I am so sorry for your loss. He was such a handsome boy. Hugs.


----------



## Darkaine (Feb 18, 2014)

I'm sorry for your loss he was beautiful!


----------



## Blumpy710 (Feb 24, 2014)

What a beauty, I am so sorry. So hard when we lose our buddies.


----------



## 10cats2dogs (Jun 16, 2013)

Oh Ella, I'm so sorry:'(
The last, most important gift of love you can give...to set them Free to Fly to the Bridge...
No more pain, Sweet Buddy...
(((HUGS))) and Prayers, 
Sharon


----------



## Tsukiyomi (Nov 18, 2014)

I'm sorry to hear it


----------



## Speechie (Dec 2, 2013)

I am so sorry for your loss, what a beautiful kitty!


----------



## maggie23 (Mar 10, 2012)

run free at the rainbow bridge, buddy! you are such a handsome sweet-looking boy.
hugs and kisses to ellag and family. sending warm thoughts your way.:heart


----------



## kbear (May 12, 2013)

I've been with my husband 11 years and today is the first time I ever saw him cry. buddy was his first pet and he is really tore up. I had to beg to get a kitten and he really hated him at first. he didn't want him on the bed so he would shut the door and buddy would scratch and scratch, drove him nuts. buddy finally figured out he wasn't allowed on the bed if dad was in it, but it was ok if just mom was there.
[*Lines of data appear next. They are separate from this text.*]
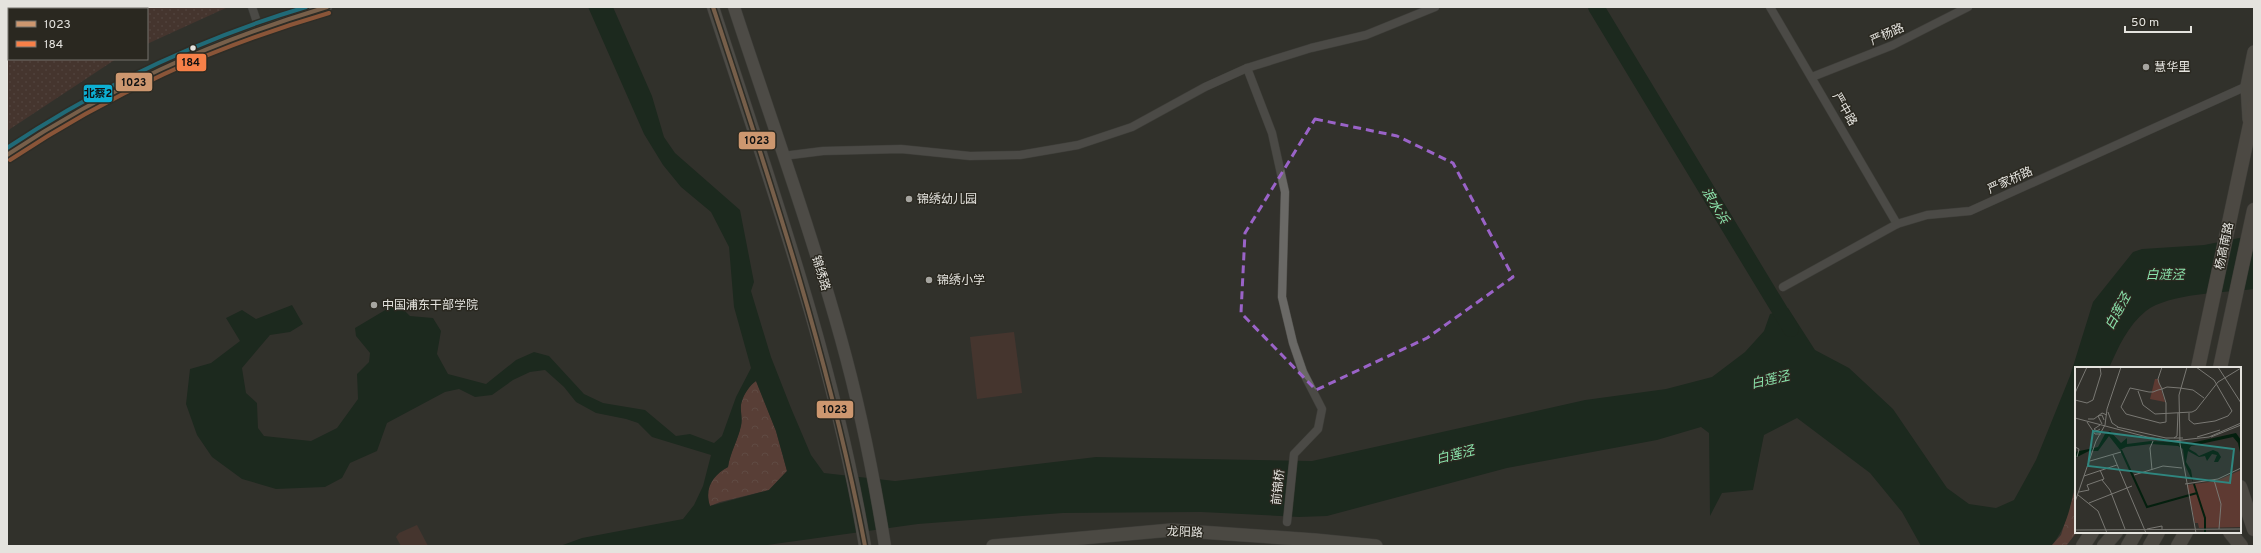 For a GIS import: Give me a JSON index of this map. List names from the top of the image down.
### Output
{
  "streets": {
    "highway": ["杨高南路"],
    "main road": ["锦绣路", "龙阳路"],
    "street": [
      "严杨路",
      "严中路",
      "严家桥路",
      "前锦桥"
    ]
  },
  "crossings": [
    ["严杨路", "严中路"],
    ["严中路", "严家桥路"],
    ["严家桥路", "杨高南路"]
  ],
  "water": ["浪水浜", "白涟泾", "白莲泾"],
  "places": [
    "慧华里",
    "锦绣幼儿园",
    "锦绣小学",
    "中国浦东干部学院"
  ],
  "lines": ["transit line 1023", "transit line 北蔡2", "transit line 184"],
  "legend": ["1023", "184"],
  "scale_bar": "50 m"
}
then buddy slowly started being his cat. my husband always prays and meditates when he first gets up in the morning and buddy would sit on the bed with him. anytime dad was on the couch he was right beside him sitting on the arm. buddy rarely meowed but he was so smart and he knew when someone was upset. he was not a lap cat at all but if someone was really upset or crying he would jump in their lap for a while.
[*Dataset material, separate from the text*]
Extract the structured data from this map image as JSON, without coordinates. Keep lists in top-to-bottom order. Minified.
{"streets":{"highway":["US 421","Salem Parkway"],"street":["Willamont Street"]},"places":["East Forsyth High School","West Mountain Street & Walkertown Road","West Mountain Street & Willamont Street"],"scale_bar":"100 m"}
when he was little he would wake me up by patting my cheek 3 x and he never unsheathed his claws. always 3 times. when my daughter found our 7 y/o black male cat he was about 3-4 weeks old and near death. his feral mother had abandoned him. he was the most pitiful looking kitten you ever saw. he looked like a drowned rat so that's how he got the name ratman but after just a few hisses buddy took over as his mama. he curled up with him and made sure he kept clean. it was so cute how he acted like a mama cat. ratman has been looking for him but tucker is keeping him company. it's a good thing he came along when he did. we are really going to miss him. thanks everyone..


----------



## spirite (Jul 31, 2012)

Oh I am so sorry ellag.  He was a sweet and beautiful kitty. Hugs to you and to your husband.


----------



## TranquilityBlue (Nov 13, 2014)

Sending my condolences for Buddy. He sounds like a wonderful, beloved kitty. I'm so sorry to hear of his passing


----------



## MsPepper (Mar 26, 2014)

I am so sorry for your loss. He was a handsome cat


----------



## Marcia (Dec 26, 2010)

So many of us have lost our beloved cats! I hope Buddy will say hi to all our sweet furbabies that have past on! I understand how much this hurts!


----------



## jking (Feb 22, 2014)

I am so sorry for your loss.


----------



## cat owner again (Dec 14, 2012)

Very sorry for your loss. Only time dulls the pain. He sounds like a wonderful soul. Buddy RIP.


----------



## burt (Jun 2, 2014)

Im sorry for your loss, before smokey died I have not shed a tear for over 25 years since I was around 12-13 years old..

I still have days of waking up only to realize a part of me is missing, 2 months later the tears can still flow just as easily as it was yesterday..


Being a man I have no shame crying from the most tender part of my heart,. The loss of my pet was the single most devastating blow I have experienced and I have been threw a lot, it has changed me...

Time will ease the pain although that in itself is painful

Sorry for your loss, he was a very handsome boy, it eases my own pain knowing others are going threw the same thing and we are not alone


----------



## TabbCatt (Mar 26, 2014)

Oh, how heartbreaking to hear this. Buddy was a gorgeous and very sweet cat. He will always be in your and your husband's heart, I'm sure. It's always so hard to let them go  Hugs to you and your family for losing your beloved cat.


----------



## marie5890 (May 18, 2011)

Oh I am so very sorry for the loss of your precious Buddy. What a handsome boy he is, too. Eternal petpets to him, and gentle hugs for you.


----------



## Jenny bf (Jul 13, 2013)

Oh I am so sorry to read this. Looks like He stayed long enough to pass on his wisdom to Tucker and Valentine and know they would not replace him but hopefully in time would help to ease the pain of him going. You will always have the wonderful memories of that handsome boy


----------



## Arianwen (Jun 3, 2012)

Very,very sorry for you! It is never an easy decision to make but you did the right thing. He is happy and thank God you have the hope that you will have an eternity together one day.


----------



## olywhizz (Mar 25, 2014)

Im sorry for your loss


----------



## Chris66 (Mar 26, 2015)

Sad to hear it. Sounds like he was lucky to have you as family....


----------